## YOUR ASSIGNMENT
Return each line of the entries that holds the string "list".

Collected data:
+===+
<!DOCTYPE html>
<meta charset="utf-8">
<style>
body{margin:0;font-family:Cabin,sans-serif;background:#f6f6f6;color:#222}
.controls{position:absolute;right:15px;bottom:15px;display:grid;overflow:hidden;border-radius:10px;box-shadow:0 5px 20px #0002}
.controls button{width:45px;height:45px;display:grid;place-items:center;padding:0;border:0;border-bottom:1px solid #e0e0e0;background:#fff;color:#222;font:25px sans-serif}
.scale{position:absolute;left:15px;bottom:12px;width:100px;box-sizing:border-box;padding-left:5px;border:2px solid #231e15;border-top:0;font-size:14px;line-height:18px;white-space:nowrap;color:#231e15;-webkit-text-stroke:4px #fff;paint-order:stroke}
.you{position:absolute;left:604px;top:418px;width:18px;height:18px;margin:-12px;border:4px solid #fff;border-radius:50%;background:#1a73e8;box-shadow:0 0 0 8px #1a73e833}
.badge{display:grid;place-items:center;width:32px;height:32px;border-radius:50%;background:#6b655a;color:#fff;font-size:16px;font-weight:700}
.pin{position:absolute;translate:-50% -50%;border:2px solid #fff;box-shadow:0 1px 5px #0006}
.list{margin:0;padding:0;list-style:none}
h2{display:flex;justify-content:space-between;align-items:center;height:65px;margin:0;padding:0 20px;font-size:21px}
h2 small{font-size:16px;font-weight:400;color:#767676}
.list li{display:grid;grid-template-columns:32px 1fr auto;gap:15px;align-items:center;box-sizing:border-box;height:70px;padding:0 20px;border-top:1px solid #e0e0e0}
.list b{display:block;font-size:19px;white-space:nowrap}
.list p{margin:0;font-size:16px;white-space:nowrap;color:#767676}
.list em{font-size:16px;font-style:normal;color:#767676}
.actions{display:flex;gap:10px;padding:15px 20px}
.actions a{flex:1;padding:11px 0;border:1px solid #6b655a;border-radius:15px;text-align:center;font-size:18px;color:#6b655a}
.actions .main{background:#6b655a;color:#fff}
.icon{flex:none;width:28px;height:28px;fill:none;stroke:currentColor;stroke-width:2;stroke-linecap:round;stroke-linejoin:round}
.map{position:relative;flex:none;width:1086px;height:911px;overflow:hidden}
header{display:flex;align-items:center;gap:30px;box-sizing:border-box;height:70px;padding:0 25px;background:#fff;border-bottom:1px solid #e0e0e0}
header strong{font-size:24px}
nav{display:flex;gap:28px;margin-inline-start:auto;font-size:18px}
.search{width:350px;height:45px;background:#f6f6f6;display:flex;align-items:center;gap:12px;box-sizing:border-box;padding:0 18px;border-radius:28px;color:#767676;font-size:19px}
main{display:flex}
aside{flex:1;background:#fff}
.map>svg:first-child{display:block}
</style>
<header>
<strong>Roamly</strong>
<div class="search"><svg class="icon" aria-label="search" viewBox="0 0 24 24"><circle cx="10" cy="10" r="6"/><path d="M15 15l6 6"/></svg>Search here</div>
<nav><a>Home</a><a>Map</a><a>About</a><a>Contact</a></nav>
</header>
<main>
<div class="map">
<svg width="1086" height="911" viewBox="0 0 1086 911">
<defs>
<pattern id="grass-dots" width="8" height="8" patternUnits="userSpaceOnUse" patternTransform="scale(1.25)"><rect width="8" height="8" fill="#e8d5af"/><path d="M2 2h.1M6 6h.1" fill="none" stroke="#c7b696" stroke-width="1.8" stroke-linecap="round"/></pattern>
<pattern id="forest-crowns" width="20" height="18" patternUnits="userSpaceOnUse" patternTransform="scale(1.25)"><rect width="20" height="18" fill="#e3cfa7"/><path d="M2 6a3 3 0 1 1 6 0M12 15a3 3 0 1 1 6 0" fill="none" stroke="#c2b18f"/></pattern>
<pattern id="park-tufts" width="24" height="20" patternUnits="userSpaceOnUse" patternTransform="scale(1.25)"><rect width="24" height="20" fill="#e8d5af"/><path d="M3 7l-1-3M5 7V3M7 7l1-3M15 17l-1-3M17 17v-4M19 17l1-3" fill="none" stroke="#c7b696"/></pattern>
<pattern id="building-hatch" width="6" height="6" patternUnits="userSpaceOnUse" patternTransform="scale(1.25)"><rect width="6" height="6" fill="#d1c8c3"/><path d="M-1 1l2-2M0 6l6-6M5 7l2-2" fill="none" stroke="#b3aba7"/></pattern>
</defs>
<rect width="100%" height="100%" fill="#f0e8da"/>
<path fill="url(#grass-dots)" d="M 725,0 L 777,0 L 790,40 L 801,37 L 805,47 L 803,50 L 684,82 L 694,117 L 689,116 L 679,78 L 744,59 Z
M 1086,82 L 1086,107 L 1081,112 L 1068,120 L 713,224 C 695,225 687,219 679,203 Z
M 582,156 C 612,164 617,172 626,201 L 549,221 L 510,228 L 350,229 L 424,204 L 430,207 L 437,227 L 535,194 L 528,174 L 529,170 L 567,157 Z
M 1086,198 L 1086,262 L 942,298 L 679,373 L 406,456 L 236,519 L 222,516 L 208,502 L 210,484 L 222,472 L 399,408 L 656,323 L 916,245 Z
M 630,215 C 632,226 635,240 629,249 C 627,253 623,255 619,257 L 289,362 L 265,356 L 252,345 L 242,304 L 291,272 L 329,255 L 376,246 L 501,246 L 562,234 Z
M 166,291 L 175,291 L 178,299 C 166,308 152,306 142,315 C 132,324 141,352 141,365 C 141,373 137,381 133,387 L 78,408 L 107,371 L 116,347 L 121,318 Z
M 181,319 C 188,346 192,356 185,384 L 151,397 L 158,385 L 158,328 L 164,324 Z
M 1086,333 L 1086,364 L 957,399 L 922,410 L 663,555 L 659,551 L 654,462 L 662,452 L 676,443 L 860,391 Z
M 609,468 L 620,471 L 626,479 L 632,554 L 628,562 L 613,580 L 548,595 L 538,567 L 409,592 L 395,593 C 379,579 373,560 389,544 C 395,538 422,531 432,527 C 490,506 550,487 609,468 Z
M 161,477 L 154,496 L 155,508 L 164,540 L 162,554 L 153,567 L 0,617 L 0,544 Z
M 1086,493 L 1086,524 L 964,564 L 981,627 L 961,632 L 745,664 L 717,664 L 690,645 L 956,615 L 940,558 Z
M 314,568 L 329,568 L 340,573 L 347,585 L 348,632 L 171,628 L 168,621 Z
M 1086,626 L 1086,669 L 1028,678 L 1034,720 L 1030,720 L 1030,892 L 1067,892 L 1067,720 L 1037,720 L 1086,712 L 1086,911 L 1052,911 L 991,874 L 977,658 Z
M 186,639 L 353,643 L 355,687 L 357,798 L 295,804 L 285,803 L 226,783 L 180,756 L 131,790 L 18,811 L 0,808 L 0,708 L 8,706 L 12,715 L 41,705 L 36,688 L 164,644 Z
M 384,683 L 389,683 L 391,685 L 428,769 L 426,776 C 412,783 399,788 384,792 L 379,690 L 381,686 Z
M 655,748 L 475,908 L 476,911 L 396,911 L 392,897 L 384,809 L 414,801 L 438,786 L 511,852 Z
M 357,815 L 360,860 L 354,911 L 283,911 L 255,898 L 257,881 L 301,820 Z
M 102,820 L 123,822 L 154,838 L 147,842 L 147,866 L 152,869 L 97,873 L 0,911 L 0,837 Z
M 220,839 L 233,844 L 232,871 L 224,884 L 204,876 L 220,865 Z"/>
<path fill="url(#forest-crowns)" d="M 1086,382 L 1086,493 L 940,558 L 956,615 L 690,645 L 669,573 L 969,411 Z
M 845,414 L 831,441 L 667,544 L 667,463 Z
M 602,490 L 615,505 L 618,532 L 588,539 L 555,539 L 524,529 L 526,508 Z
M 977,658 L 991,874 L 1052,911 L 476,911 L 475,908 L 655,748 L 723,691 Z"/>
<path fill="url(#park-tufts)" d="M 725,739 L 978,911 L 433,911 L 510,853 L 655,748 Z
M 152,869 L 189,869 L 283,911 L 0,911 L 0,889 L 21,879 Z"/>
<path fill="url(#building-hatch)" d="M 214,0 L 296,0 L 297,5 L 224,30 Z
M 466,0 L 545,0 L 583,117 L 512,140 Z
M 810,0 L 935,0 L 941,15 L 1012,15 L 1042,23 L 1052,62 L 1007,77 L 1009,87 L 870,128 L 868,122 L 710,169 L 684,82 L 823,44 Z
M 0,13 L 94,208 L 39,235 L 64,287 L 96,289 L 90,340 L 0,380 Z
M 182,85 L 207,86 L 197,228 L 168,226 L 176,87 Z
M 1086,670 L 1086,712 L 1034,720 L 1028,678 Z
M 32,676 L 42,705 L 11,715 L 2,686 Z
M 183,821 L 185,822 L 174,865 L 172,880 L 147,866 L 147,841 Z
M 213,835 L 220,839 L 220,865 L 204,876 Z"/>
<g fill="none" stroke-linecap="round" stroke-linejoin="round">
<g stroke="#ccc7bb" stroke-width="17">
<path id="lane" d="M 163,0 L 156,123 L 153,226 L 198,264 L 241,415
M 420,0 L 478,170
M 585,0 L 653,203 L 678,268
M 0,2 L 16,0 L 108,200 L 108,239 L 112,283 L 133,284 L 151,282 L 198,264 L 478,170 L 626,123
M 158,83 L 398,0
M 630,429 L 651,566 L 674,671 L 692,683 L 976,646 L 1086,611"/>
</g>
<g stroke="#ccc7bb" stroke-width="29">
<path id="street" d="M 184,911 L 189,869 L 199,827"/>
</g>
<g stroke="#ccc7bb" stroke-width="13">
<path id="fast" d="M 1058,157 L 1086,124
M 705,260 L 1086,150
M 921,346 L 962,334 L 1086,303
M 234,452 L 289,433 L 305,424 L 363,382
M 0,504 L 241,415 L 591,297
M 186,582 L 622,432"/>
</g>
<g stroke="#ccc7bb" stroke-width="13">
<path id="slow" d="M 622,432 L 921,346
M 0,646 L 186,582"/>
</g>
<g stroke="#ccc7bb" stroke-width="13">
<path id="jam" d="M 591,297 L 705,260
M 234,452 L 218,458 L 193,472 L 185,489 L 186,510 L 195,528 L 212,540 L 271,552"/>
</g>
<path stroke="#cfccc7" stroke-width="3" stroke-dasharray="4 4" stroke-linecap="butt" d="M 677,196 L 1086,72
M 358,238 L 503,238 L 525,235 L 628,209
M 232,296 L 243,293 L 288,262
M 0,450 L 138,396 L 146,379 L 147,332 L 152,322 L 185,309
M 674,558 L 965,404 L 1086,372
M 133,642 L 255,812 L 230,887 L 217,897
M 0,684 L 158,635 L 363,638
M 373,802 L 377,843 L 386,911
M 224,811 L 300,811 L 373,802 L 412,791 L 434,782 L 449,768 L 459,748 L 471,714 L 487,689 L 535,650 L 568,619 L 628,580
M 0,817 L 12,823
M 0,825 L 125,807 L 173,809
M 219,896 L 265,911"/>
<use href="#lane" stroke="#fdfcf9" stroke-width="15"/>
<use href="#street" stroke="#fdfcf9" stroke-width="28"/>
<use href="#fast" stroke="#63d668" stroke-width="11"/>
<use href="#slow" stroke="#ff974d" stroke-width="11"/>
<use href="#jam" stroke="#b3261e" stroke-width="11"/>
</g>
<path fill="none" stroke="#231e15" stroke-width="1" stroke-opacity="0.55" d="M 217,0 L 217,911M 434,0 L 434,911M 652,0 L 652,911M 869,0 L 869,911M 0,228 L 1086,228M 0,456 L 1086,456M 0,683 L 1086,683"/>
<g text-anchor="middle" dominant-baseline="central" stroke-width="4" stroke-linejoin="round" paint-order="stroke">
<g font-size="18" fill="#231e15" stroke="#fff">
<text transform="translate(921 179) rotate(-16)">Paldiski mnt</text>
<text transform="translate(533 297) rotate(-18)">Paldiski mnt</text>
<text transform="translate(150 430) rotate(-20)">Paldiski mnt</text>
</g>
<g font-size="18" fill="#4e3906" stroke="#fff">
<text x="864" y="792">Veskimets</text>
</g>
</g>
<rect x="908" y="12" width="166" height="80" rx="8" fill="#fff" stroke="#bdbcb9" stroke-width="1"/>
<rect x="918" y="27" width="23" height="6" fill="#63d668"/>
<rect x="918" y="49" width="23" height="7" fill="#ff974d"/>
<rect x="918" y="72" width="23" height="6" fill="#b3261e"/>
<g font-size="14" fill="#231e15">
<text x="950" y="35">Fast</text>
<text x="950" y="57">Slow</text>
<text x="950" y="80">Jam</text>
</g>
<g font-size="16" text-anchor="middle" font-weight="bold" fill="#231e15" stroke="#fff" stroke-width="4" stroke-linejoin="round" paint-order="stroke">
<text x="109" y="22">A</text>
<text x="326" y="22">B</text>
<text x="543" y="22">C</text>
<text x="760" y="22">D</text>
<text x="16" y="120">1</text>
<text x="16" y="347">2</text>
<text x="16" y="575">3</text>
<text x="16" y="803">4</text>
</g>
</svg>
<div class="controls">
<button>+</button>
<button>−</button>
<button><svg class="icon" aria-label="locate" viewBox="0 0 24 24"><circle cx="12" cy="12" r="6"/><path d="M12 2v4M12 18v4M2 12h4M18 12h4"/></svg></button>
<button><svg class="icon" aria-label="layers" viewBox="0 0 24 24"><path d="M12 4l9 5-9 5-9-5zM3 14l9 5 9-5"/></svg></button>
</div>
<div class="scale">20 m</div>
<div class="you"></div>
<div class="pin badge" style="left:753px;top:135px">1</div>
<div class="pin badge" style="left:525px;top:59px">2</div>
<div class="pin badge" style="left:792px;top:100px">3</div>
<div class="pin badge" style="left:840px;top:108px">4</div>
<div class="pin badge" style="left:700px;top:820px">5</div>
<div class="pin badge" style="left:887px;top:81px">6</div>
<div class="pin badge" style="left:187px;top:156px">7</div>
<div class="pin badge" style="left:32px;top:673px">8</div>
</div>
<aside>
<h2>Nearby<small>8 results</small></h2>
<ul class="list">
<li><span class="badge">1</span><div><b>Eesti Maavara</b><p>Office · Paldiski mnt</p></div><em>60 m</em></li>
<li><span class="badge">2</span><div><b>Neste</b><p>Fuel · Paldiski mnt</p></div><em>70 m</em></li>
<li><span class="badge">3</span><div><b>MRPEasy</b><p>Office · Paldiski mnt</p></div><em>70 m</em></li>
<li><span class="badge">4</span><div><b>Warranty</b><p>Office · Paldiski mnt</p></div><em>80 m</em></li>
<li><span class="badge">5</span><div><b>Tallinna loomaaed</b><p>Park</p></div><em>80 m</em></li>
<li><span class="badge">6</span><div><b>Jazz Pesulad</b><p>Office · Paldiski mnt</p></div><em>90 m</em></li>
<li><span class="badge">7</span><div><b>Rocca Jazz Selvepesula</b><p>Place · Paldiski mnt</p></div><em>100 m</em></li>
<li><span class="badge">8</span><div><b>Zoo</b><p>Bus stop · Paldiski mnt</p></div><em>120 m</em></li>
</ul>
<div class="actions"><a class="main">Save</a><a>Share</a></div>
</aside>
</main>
+===+
## ANSWER FOR THIS EXERCISE
.list{margin:0;padding:0;list-style:none}
.list li{display:grid;grid-template-columns:32px 1fr auto;gap:15px;align-items:center;box-sizing:border-box;height:70px;padding:0 20px;border-top:1px solid #e0e0e0}
.list b{display:block;font-size:19px;white-space:nowrap}
.list p{margin:0;font-size:16px;white-space:nowrap;color:#767676}
.list em{font-size:16px;font-style:normal;color:#767676}
<ul class="list">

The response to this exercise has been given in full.